- _Requirement_
Please return every line of the records below that holds the word "Limousin".

- _Material for this exercise_
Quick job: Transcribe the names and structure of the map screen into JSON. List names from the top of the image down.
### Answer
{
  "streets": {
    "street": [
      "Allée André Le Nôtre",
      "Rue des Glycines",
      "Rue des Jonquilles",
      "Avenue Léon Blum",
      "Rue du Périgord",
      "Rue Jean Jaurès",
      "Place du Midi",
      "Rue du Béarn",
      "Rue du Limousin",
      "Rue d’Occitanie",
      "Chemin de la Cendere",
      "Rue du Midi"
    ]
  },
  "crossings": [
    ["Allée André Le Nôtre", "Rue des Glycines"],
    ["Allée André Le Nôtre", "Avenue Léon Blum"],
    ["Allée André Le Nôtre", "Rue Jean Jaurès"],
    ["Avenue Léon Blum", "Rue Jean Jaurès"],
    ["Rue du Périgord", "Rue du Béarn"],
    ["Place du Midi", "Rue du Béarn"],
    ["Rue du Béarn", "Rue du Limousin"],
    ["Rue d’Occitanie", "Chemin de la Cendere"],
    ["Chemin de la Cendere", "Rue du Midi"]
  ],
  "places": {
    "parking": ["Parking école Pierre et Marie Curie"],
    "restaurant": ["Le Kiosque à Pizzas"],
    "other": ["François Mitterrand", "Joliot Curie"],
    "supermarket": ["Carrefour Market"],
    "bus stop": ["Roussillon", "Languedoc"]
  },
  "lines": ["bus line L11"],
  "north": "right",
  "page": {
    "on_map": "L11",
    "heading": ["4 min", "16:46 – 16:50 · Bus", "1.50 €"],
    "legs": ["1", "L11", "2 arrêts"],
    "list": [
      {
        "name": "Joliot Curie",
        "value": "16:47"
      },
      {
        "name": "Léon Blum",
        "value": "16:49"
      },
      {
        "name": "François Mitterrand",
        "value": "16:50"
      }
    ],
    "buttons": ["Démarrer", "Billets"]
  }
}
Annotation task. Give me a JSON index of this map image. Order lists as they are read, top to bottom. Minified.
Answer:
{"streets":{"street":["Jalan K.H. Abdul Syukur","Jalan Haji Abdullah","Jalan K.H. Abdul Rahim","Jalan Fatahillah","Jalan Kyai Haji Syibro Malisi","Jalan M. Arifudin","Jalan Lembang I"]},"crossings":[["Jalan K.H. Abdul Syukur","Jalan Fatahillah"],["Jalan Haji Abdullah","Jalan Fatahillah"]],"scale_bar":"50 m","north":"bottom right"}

- _Solution for this exercise_
      "Rue du Limousin",
    ["Rue du Béarn", "Rue du Limousin"],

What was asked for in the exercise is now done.